The stock market rose sharply, in tune with the weakening yen, which has fallen to five-year lows of 105 against the US dollar, helped along by the Bank of Japan's determined quantitative easing to haul Japan out of deflation. This policy also seemed to be succeeding, with the core consumer price index for November showing inflation of 1.2 per cent.

David Lipton, first deputy managing director of the IMF, has given his approval to what Abe and the Bank of Japan have accomplished so far. In an interview with the Financial Times, Lipton said the policies had changed Japan's economic trajectory.

But he cautioned that Abenomics is supposed to consist of three arrows - monetary easing, fiscal stimulus and structural reform - and that it is important to fire all three, not just the easy one of monetary easing. The IMF deputy expects Japan's growth to be 1.2 per cent this year.

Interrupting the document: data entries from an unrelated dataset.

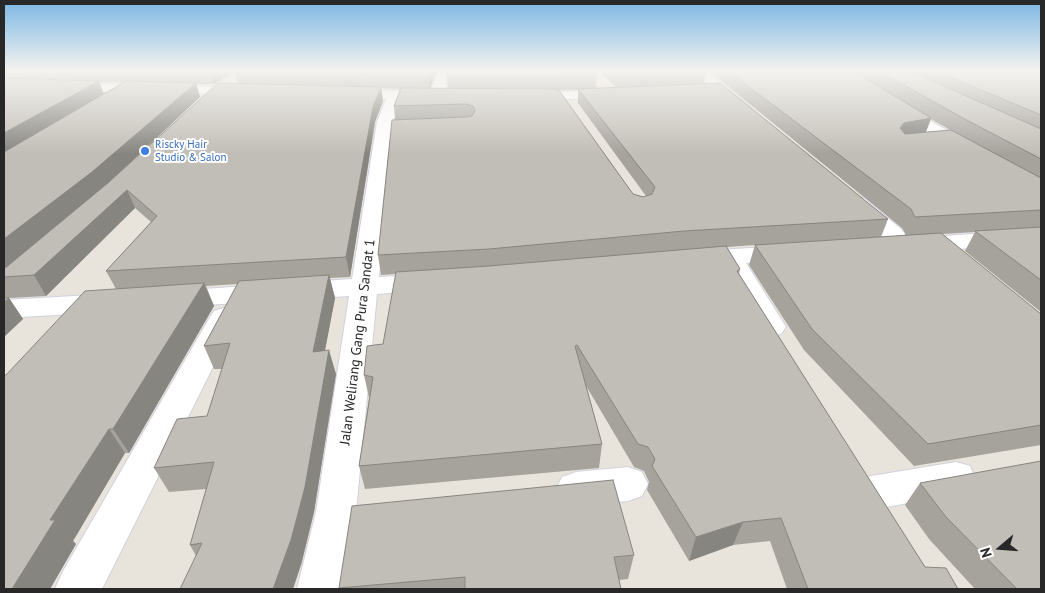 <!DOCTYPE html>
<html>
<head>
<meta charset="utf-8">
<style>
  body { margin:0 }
  #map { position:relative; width:1045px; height:593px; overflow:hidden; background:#e9e4db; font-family:"PT Sans",sans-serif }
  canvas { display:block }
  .frame { position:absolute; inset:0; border:5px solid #282828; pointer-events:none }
  .north { position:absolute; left:975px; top:523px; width:50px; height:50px; -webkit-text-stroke:4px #fff; paint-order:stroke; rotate:252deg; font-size:14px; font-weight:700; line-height:20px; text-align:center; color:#282828 }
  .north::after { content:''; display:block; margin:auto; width:18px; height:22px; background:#282828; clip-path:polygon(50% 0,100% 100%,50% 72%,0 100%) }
</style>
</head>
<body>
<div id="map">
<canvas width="1045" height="593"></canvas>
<div class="frame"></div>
<div class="north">N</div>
</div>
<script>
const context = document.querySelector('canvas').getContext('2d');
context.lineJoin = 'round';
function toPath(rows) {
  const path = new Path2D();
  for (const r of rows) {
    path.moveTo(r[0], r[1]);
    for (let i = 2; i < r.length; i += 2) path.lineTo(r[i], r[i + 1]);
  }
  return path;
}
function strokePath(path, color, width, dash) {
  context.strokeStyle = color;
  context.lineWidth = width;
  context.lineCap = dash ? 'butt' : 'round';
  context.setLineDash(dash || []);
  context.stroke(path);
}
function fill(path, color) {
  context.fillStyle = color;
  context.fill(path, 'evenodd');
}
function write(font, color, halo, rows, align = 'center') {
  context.font = font + ' "PT Sans",sans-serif';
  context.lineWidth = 4;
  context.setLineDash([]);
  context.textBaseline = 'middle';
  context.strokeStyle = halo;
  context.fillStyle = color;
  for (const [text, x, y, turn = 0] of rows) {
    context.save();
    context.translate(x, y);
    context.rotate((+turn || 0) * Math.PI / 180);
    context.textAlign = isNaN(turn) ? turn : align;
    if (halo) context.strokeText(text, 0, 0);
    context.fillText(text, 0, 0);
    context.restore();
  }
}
const minor = toPath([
  [438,71,451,71,442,99,401,100,393,122,379,277,432,274,441,276,445,282,441,288,432,290,377,294,356,512,343,589,297,589,316,512,349,296,173,307,163,305,159,299,163,293,173,291,352,279,377,122,386,99,345,98,338,94,345,90,431,91,438,71],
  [693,71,707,71,751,108,749,111,737,111,693,71],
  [4,82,247,87,254,91,247,95,4,90,4,82],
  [615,91,620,92,622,95,620,98,525,100,518,96,525,92,615,91],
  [896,101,974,146,977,150,974,154,962,154,890,109,888,106,890,103,896,101],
  [856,197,864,198,901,229,905,234,901,239,893,241,885,239,848,208,845,203,848,198,856,197],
  [1041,229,1041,243,916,252,907,250,904,245,907,240,916,238,1041,229],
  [788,246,797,248,800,253,797,258,746,263,786,327,781,334,771,336,761,334,722,265,696,267,687,264,683,259,687,254,696,251,788,246],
  [110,294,120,297,124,303,120,309,110,312,4,318,4,300,110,294],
  [224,308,234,311,238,317,102,589,55,589,62,573,210,317,214,311,224,308],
  [956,462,970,466,975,478,970,490,956,494,871,510,857,505,851,493,857,481,871,476,956,462],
  [628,467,642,472,648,484,642,496,628,501,576,506,562,501,556,489,562,477,576,472,628,467]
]);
const wall = toPath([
  [4,71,236,71,214,84,196,84,200,97,104,187,238,83,235,72,236,71,437,71,430,88,448,88,447,77,597,76,596,88,616,87,599,71,705,71,704,84,888,219,881,237,906,235,902,228,709,71,1041,71,1041,312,965,251,975,232,942,234,1041,314,1041,445,914,466,804,350,749,265,755,245,727,247,740,269,739,274,925,567,958,589,787,589,770,541,733,545,689,561,647,490,649,482,644,471,634,467,585,384,602,444,599,468,365,489,359,466,369,398,364,375,383,344,396,274,381,275,378,255,395,119,394,106,400,89,381,88,383,101,375,122,350,277,330,278,335,298,325,350,336,374,314,512,301,565,196,556,190,545,206,489,169,492,154,468,207,416,222,369,214,369,204,346,238,284,206,286,214,306,129,453,125,453,73,541,76,544,50,589,4,589,6,375,116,289,106,271,151,222,135,208,46,296,9,298,23,319,4,337],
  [99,82,124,82,104,94],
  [558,90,578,90,578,103,646,196,643,197,633,194],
  [931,119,950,130,926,132],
  [920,483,1041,589,975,589,929,539,905,505],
  [634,555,628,579,619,580,621,589,340,589,339,588]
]);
const shadedWall = toPath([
  [209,71,236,71,214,84],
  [430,71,437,71,430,89,428,76],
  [99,81,104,95,4,154,4,133],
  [196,83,200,97,101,190,4,269,4,239],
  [381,87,383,101,375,122,350,277,346,257,373,107],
  [931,118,925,134,898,139,900,128,904,123],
  [127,190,135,208,46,296,34,275],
  [329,275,335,298,320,376,313,352],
  [204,283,214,306,129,453,113,429],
  [9,298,23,319,4,337,4,302],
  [329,350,336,374,314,512,301,565,293,589,273,589],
  [109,429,125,453,73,541,76,544,50,589,12,589,50,520],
  [743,522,733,545,689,561,696,537]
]);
const building = toPath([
  [236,71,430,71,428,76,235,72,236,71],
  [448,71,593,71,597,76,564,77,447,77,448,71],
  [614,71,706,71,618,75,614,71],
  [728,71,853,71,931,118,904,123,900,128,905,134,951,130,1041,178,1041,210,915,217,911,209,728,71],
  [879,71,910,71,1041,129,1041,159,961,117,879,71],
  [936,71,1041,71,1041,115,936,71],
  [4,78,99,81,4,133,4,78],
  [126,81,196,83,92,172,4,239,4,152,126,81],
  [218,83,381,87,373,107,346,257,106,271,157,216,127,190,34,275,4,277,4,269,109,182,218,83],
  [720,83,888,219,684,231,489,249,378,255,392,120,465,117,472,116,475,111,473,106,465,104,394,106,401,88,558,89,633,194,643,197,652,194,655,187,578,89,720,83],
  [1041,227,1041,280,975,231,1041,227],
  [941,233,1041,314,1041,425,928,444,812,329,755,245,941,233],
  [726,246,740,269,737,271,925,567,946,568,958,589,808,589,781,518,743,522,696,537,652,466,655,459,648,447,638,444,577,345,575,346,602,444,359,466,373,377,364,375,367,346,383,344,396,272,489,266,726,246],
  [329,275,313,352,329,350,305,487,291,540,273,589,180,589,202,543,190,545,214,462,154,468,177,419,207,416,230,343,204,346,239,281,329,275],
  [204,283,113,429,109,429,50,520,55,520,12,589,4,589,4,375,6,375,85,291,204,283],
  [4,298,9,298,4,302,4,298],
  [1041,461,1041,589,1017,589,946,517,920,483,1041,461],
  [613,480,634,555,614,557,621,589,465,589,465,577,339,588,352,506,613,480]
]);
const markers = [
  [145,151,5,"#3f7fe0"]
];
const farShopnames = [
  ["Riscky Hair",155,145],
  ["Studio & Salon",155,158]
];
const streetNames = [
  ["Jalan Welirang Gang Pura Sandat 1",358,342,-83]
];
strokePath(minor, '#d0d1df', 2);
fill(minor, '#fff');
fill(wall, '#a6a39d');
fill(shadedWall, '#878580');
fill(building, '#c1beb7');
strokePath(building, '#878580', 1);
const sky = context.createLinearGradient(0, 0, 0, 154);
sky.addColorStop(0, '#7bb6e5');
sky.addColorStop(0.46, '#f5f3ef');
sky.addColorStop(1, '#f5f3ef00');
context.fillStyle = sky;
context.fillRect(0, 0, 1045, 154);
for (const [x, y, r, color] of markers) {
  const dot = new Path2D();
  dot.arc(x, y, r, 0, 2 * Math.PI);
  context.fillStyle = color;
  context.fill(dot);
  strokePath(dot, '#fff', 2);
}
write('11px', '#366cbe', '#fff', farShopnames, 'left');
write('14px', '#282828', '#fff', streetNames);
</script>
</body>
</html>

Some domestic critics are less supportive, and have coined puns on Abenomics to describe his policy. Some say it is "awanomics" - where "awa" means "bubble" - a fear that monetary easing is just helping Japan's big corporations to enjoy the cream of bigger export earnings from the weaker yen and higher asset prices without real growth underpinning them. Others use "ahonomics" - where "aho" means "stupid" - and predict that the policy will crumble from its own contradictions.

In April, Japan will raise its consumption tax from 5 to 8 per cent, still low by world standards, but the increase could stifle growth, anger consumers and derail popular support for Abenomics.

The average Japanese has seen few benefits from Abenomics. According to a Bloomberg poll of 16 economists, Japan's labour cash earnings will rise by 0.6 per cent in the year from April, whereas consumer prices will rise by 3 per cent, or five times as much, thanks to the consumption tax increase.

Abe has asked companies to raise wages. But why should they? As Wolf Richter put it in his blog: Japanese companies are "sitting on the Abenomics gravy train: more government money, lower taxes, a devalued yen that inflates earnings from exports and overseas operations, and an asset bubble, particularly in the stock market. They get all this while paying their workers less. It's corporate nirvana".

Abenomics is particularly vulnerable because there is little sign of the third arrow - structural reform - being prepared for release. If anything, Abe has shown signs of backing down before the vested interests.

In addition, he is being distracted by his nationalist agenda. One of his own aides claimed that there was a struggle going on inside Abe's head between the nationalist and the economic reformer. In the last few weeks the nationalist Abe has had the upper hand, with a secrecy law rushed through parliament, with a new national defence programme, a plan to amend school textbooks to add patriotism - and then the visit to Yasukuni.

That visit is ultimately dangerous for Japan because it has badly upset key neighbours. Trade with China accounts for 20 per cent of Japan's overall trade.

Japan's Asahi Shimbun last week claimed that business leaders had lobbied against the Yasukuni visit, but no one in business circles is big enough to challenge the prime minister. Japan waits with trepidation to see whether China will react with more than a verbal war.